An article by Tom Krasovic in Wednesday’s San Diego Union-Tribune takes a look at Grady Fuson’s efforts to improve the approach of hitters throughout the Padres organization by educating them on “the importance of getting a good pitch to hit.” These are methods that served the Oakland A’s well when Fuson was there and that helped produce the likes of Eric Chávez, Jason Giambi, and Miguel Tejada.
As the article notes, Fuson’s ideas aren’t exactly revolutionary. At the same time, how many clubs are sitting their coaches and young hitters down in a classroom and showing them the batting averages of big leaguers by count over the past two seasons?
This is an example of how traditional baseball thought can coexist with stathead concepts, and how the two actually reinforce each other. Of course, you always want to get a good pitch to hit. But maybe when someone like Fuson, who has been in the game for a long time and enjoyed considerable success (and helped others to do the same), demonstrates exactly how much your chances improve by getting into a favorable count, you take it a little more to heart than if someone simply tells you to work the count.
Fuson addresses the “why” part of the equation. Now, armed with this knowledge, you know as a hitter that the goal isn’t to work the count, but rather to get a good pitch to hit so you can improve your likelihood of succeeding. Working the count is merely the tool by which this goal is achieved. Drawing walks, which also helps the team by putting potential runs on base, is a fortunate by-product.

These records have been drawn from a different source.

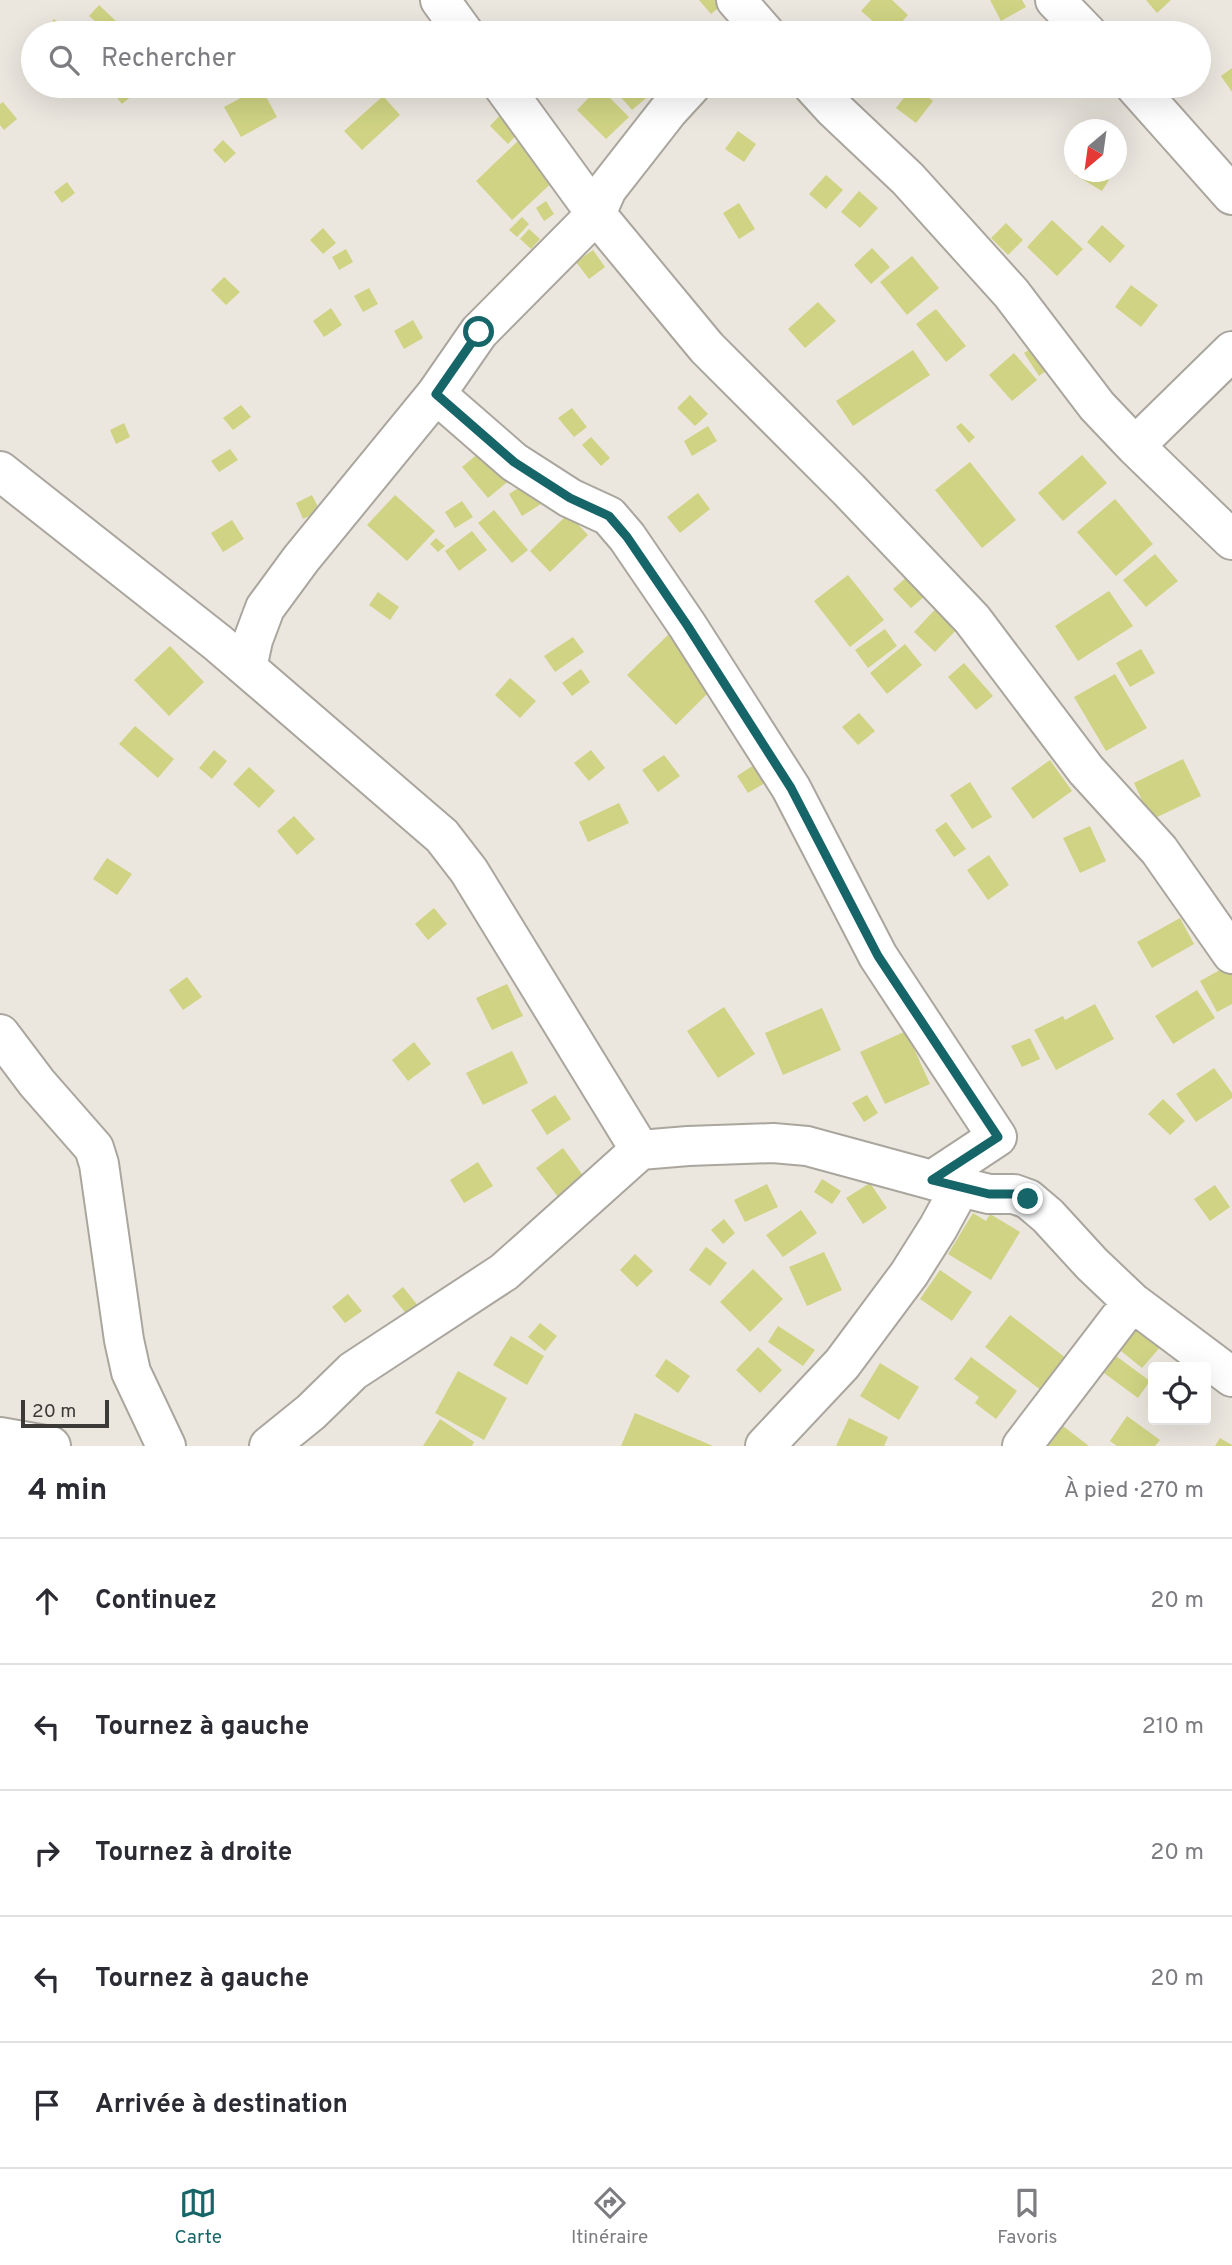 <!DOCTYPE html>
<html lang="fr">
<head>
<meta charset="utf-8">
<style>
  body { margin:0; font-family:Overpass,sans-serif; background:#f2f2f3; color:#2b2b33 }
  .controls { position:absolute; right:21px; bottom:21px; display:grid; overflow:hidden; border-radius:7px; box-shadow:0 7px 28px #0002 }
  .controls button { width:63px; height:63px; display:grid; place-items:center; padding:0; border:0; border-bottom:2px solid #e1e1e2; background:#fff; color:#2b2b33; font:35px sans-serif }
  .compass { position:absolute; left:1064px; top:119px; width:63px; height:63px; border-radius:50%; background:#fff; box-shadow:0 7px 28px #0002; rotate:209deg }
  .scale { position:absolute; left:21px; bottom:18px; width:88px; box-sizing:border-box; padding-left:7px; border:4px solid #3b3a37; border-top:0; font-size:19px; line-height:24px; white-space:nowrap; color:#3b3a37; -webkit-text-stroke:5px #ebe7df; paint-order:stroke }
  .stop { position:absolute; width:21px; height:21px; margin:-16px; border:5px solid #166568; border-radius:50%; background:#fff }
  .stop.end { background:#166568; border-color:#fff; box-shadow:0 2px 7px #0008 }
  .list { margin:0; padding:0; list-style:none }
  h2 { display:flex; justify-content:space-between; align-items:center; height:91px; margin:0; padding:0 28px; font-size:30px }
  h2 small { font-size:23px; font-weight:400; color:#7c7c81 }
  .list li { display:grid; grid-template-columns:46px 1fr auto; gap:21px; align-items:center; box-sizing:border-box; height:126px; padding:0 28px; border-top:2px solid #e1e1e2 }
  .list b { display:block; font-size:26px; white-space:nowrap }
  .list em { font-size:23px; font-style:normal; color:#7c7c81 }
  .icon { flex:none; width:38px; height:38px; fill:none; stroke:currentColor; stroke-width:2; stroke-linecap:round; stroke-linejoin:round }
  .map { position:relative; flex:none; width:1232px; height:1446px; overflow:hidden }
  .search { position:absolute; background:#fff; box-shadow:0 7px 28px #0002; left:21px; right:21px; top:21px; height:77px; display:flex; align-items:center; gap:18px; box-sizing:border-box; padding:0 24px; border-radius:38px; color:#7c7c81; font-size:26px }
  .sheet { height:721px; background:#fff }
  nav { display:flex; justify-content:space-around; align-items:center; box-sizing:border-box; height:98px; border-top:2px solid #e1e1e2; background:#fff; font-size:19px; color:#7c7c81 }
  nav a { display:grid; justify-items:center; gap:4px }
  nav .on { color:#166568 }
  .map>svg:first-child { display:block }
  .building { fill:#cfd383 }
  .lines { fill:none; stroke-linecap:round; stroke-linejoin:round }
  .minor-casing { stroke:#aaa69e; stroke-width:42 }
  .minor { stroke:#fff; stroke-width:38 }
  .route { stroke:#166568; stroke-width:9 }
</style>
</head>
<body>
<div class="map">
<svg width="1232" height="1446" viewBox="0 0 1232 1446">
  <rect width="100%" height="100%" fill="#ebe7df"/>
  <path class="building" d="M699,0h29l-17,14z
    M871,0h21l16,15 -16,18h-5l-26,-22z
    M990,0h32l4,7 -25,14z
    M1146,0h25l-14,13z
    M99,5l19,18 -9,10 -20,-17z
    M54,19l14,11 -3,3h-16l-4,-3z
    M579,23l8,10h-20z
    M1232,68v24l-11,-16z
    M114,86h21l4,4 -17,14 -12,-15z
    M185,86h19l-13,8z
    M614,86h22l10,12 -14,12 -20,-23z
    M901,86h14l18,15 -17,22 -20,-15 13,-17z
    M954,86h25l-8,11z
    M261,87l16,30 -36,20 -17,-30z
    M599,87l30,30 -23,22 -29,-29z
    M383,96l17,19 -38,35 -18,-19z
    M3,102l14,17 -13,11 -4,-5v-21z
    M503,112l19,17 -14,15 -18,-18z
    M738,131l18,13 -12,18 -19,-13z
    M522,137l37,39 -47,44 -36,-39z
    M223,140l13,13 -11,10 -12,-13z
    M1078,172h29l5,3 -10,16 -27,-16z
    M826,175l17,15 -17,19 -17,-15z
    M67,182l8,11 -13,10 -8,-11z
    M859,191l19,17 -18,20 -19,-16z
    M546,201l8,13 -10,7 -8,-13z
    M739,203l16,26 -16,10 -16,-26z
    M522,217l7,7 -12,13 -8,-7z
    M1052,220l31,29 -26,27 -30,-29z
    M1006,223l17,17 -15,15 -17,-17z
    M1102,225l23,21 -15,17 -23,-21z
    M323,228l13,15 -13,11 -13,-14z
    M529,229l11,10 -9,10 -11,-10z
    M872,248l18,19 -19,17 -17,-19z
    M346,249l7,13 -14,8 -7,-13z
    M593,250l12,17 -16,12 -13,-17z
    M912,256l27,32 -32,27 -27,-33z
    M224,277l16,15 -14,13 -15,-15z
    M1131,285l27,20 -17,22 -26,-20z
    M369,288l9,16 -15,8 -9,-16z
    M818,302l18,19 -31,27 -17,-19z
    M331,308l11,17 -18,12 -11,-16z
    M936,309l30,37 -20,16 -30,-38z
    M413,320l10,18 -19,11 -10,-18z
    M1039,343l15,22 -15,11 -15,-23z
    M913,350l17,25 -77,51 -17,-25z
    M1014,353l23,27 -25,21 -23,-26z
    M690,395l18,19 -13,12 -18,-18z
    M241,405l10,12 -18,13 -10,-12z
    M572,408l15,19 -13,10 -16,-19z
    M124,423l6,14 -14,7 -6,-14z
    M961,423l14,14 -6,6 -13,-16z
    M708,426l9,15 -25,15 -8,-15z
    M591,437l19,21 -9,8 -19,-21z
    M486,447l26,31 -24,20 -26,-31z
    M230,449l8,11 -19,12 -8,-11z
    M1082,455l25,28 -44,38 -25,-28z
    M970,462l46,58 -34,28 -47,-58z
    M533,479l13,22 -24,15 -13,-22z
    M698,493l12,16 -30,24 -13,-16z
    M312,495l8,16 -17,8 -7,-16z
    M395,495l40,36 -28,30 -40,-36z
    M1115,499l38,45 -37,32 -39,-44z
    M462,501l11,16 -18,11 -10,-16z
    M494,510l34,40 -16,13 -34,-40z
    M568,514l20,21 -38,37 -20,-21z
    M232,520l12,19 -21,13 -12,-19z
    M472,531l15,19 -28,21 -14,-20z
    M436,538l9,8 -7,6 -8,-8z
    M1155,554l23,27 -32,26 -23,-27z
    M848,575l36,45 -34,27 -36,-46z
    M907,577l18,19 -14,12 -18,-19z
    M1109,591l24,35 -55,35 -23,-35z
    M378,592l21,15 -9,13 -21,-15z
    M941,603l22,20 -28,29 -21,-20z
    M885,629l12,17 -29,22 -13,-18z
    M670,633l49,49 -43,43 -49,-50z
    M573,637l11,15 -29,20 -11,-16z
    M905,644l17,21 -35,29 -17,-21z
    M170,646l34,36 -35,34 -35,-36z
    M1141,649l14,24 -25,14 -14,-24z
    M964,663l29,33 -17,14 -28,-33z
    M581,669l9,13 -18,14 -10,-13z
    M1115,674l32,54 -41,23 -32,-54z
    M510,678l26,23 -16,17 -25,-23z
    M859,713l16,18 -17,14 -16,-18z
    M135,726l39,33 -16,19 -39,-34z
    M214,750l13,11 -15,18 -13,-11z
    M591,750l14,18 -16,13 -15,-18z
    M664,755l16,21 -22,16 -16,-22z
    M1183,759l18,37 -50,24 -17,-37z
    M1050,760l22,31 -39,28 -22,-31z
    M757,763l11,18 -20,12 -11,-17z
    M249,767l26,24 -16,17 -26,-24z
    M970,782l22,35 -20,12 -22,-34z
    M619,803l10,20 -41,19 -9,-20z
    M294,816l21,23 -18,16 -20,-24z
    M946,822l20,27 -12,8 -19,-27z
    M1090,826l16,35 -26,12 -17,-35z
    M989,855l20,30 -21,15 -21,-30z
    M107,858l25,16 -15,21 -24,-16z
    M434,908l13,16 -19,16 -13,-16z
    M1180,918l14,26 -42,24 -15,-26z
    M1229,965l3,6v33l-15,8 -17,-31z
    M187,977l15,20 -19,13 -14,-20z
    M507,984l16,32 -31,14 -16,-32z
    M1197,990l18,28 -42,26 -18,-28z
    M1095,1004l19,35 -58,31 -22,-40 29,-14 2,4z
    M724,1007l31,47 -37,24 -31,-47z
    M822,1008l19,42 -58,25 -18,-42z
    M906,1031l24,53 -45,20 -25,-52z
    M1030,1038l10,21 -18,8 -11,-21z
    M414,1042l17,22 -23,17 -16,-21z
    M512,1051l16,32 -45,22 -17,-32z
    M1214,1068l18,25v5l-36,24 -20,-28z
    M555,1095l16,24 -24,16 -16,-25z
    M867,1095l11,18 -14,9 -12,-19z
    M1163,1099l22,22 -15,14 -22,-21z
    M563,1148l24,33 -26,20 -25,-33z
    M478,1162l15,24 -29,17 -14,-23z
    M822,1179l19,12 -9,13 -18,-12z
    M870,1183l17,25 -24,16 -17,-26z
    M767,1184l11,23 -33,15 -11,-22z
    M1215,1185l15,22 -20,14 -16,-22z
    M801,1210l16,23 -34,24 -17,-22z
    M973,1213l13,8 4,-7 30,18 -29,48 -43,-26z
    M724,1219l11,14 -12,11 -12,-14z
    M706,1247l21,16 -17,23 -21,-16z
    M824,1252l18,38 -35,16 -18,-39z
    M635,1254l18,17 -16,16 -17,-17z
    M753,1269l30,30 -33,33 -30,-30z
    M940,1270l32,22 -20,29 -32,-22z
    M403,1287l16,20 -11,9 -16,-20z
    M348,1294l14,17 -17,12 -13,-16z
    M1010,1315l61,47 -25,32 -61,-47z
    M1136,1322l26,23 -20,23 -26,-21z
    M540,1323l17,13 -12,15 -17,-14z
    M778,1326l37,24 -12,16 -35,-24z
    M511,1336l33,20 -17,29 -34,-20z
    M758,1347l24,23 -22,23 -24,-23z
    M1116,1356l34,25 -12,17 -34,-25z
    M971,1357l46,34 -21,28 -21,-16 4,-6 -25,-18z
    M666,1359l24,17 -12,17 -23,-17z
    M880,1363l39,24 -20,33 -39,-24z
    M458,1371l49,27 -23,42 -49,-27z
    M635,1413l78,33h-92z
    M1127,1416l33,24 -5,6h-38l-7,-5z
    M849,1418l39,19 -4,9h-48z
    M440,1419l34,23 -2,4h-49z
    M1063,1426l26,20h-41z
    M1220,1438l12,7v1h-17z"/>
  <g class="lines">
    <g class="minor-casing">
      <path id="minor" d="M440,0l24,33
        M736,0l29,33
        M1055,0l32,33
        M503,86l93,128 111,134 142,142 123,129 114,151 73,80 73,104
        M813,86l21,23 74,70 103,114 86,113 38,40 97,94
        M1135,86l97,109
        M436,394l78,68 56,36 39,18 18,21 60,88 104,163 87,168 119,181 -65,43
        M1135,446l97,-95
        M0,471l218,172 224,193 27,35 171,279
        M247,668l6,-28 12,-32 36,-49 135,-165 43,-62 117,-118 11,-25 61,-78 23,-25
        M0,1034l37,49 57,65 5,16 25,176 7,32 35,74
        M0,1437l51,9
        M269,1446l42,-34 42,-41 151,-99 136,-122 48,-4 85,-3 34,3 125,34 57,14h25l14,5 20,17 44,48 40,38 100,75
        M765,1446l77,-82 67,-90 29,-46 23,-42
        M1022,1446l110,-144"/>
    </g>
    <use href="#minor" class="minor"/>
  </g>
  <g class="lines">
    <path class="route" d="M479,332l-43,62 78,68 56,36 39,18 18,21 60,88 104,163 87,168 120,181 -66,43 57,14h25l14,5"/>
  </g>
</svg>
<div class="controls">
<button><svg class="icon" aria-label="locate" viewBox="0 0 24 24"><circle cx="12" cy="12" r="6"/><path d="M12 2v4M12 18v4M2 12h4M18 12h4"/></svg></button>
</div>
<svg class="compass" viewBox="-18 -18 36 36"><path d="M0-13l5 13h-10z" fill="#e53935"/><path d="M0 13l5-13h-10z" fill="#7c7c81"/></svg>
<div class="scale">20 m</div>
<div class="stop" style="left:479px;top:332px"></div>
<div class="stop end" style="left:1028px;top:1199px"></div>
<div class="search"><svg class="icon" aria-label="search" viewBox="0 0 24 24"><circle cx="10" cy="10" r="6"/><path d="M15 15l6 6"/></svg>Rechercher</div>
</div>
<section class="sheet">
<h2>4 min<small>À pied · 270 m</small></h2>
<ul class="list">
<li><svg class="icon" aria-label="ahead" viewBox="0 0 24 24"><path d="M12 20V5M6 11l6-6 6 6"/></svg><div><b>Continuez</b></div><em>20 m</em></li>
<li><svg class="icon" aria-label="left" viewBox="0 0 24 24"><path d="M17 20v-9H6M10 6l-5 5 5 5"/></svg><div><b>Tournez à gauche</b></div><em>210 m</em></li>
<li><svg class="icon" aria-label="right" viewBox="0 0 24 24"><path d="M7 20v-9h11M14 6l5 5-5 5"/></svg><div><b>Tournez à droite</b></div><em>20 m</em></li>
<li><svg class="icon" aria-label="left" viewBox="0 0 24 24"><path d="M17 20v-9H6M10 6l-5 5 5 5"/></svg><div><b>Tournez à gauche</b></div><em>20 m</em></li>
<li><svg class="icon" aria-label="arrive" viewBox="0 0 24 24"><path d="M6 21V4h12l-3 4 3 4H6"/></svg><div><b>Arrivée à destination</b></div></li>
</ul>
</section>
<nav>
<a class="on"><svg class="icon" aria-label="map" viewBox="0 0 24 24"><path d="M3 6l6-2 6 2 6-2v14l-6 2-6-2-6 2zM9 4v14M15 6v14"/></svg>Carte</a>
<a><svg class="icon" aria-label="directions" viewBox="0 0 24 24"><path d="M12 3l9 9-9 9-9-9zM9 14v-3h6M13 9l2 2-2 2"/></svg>Itinéraire</a>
<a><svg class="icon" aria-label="saved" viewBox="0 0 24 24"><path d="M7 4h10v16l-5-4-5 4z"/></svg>Favoris</a>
</nav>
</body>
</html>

All well and good, if a tad academic. But if there’s any doubt that Fuson is the right man for the job, check out his track record. And listen to his attitude toward getting staffers to drink the proverbial Kool-Aid:
I told them, “Let me show you. I don’t expect you to just nod your head and say OK.” I don’t feel resistance. And if I do, I look at it like my presentation needs to be better.
In other words, Fuson isn’t some guy wielding a bunch of books and formulas with ivory tower authority. He knows the numbers and how to use them, but he also has the cred of one who has achieved measurable success. Beyond the cred, he has the confidence of such a person, such a messenger. If the message doesn’t get through right away, he will try again. This isn’t someone looking to impress people with his knowledge, this is a man with real solutions to real problems.
Fuson’s ideas may not be revolutionary, but in the Padres universe they represent movement in the right direction. Getting people to embrace an unfamiliar concept is less a matter of hitting them over the head with it and berating them for “not getting it” when they don’t jump on board immediately, and more a matter of patiently explaining the idea and how it benefits them personally.
This is not a short-term strategy, and not everyone has the temperament to be “patiently aggressive” (is it coincidence that Fuson’s favorite expression applies to his own teaching methods as much as to the approach he wants his hitters to adopt?). But it is a plan with a history of demonstrable success, and with the right man driving the plan, it just might start a revolution.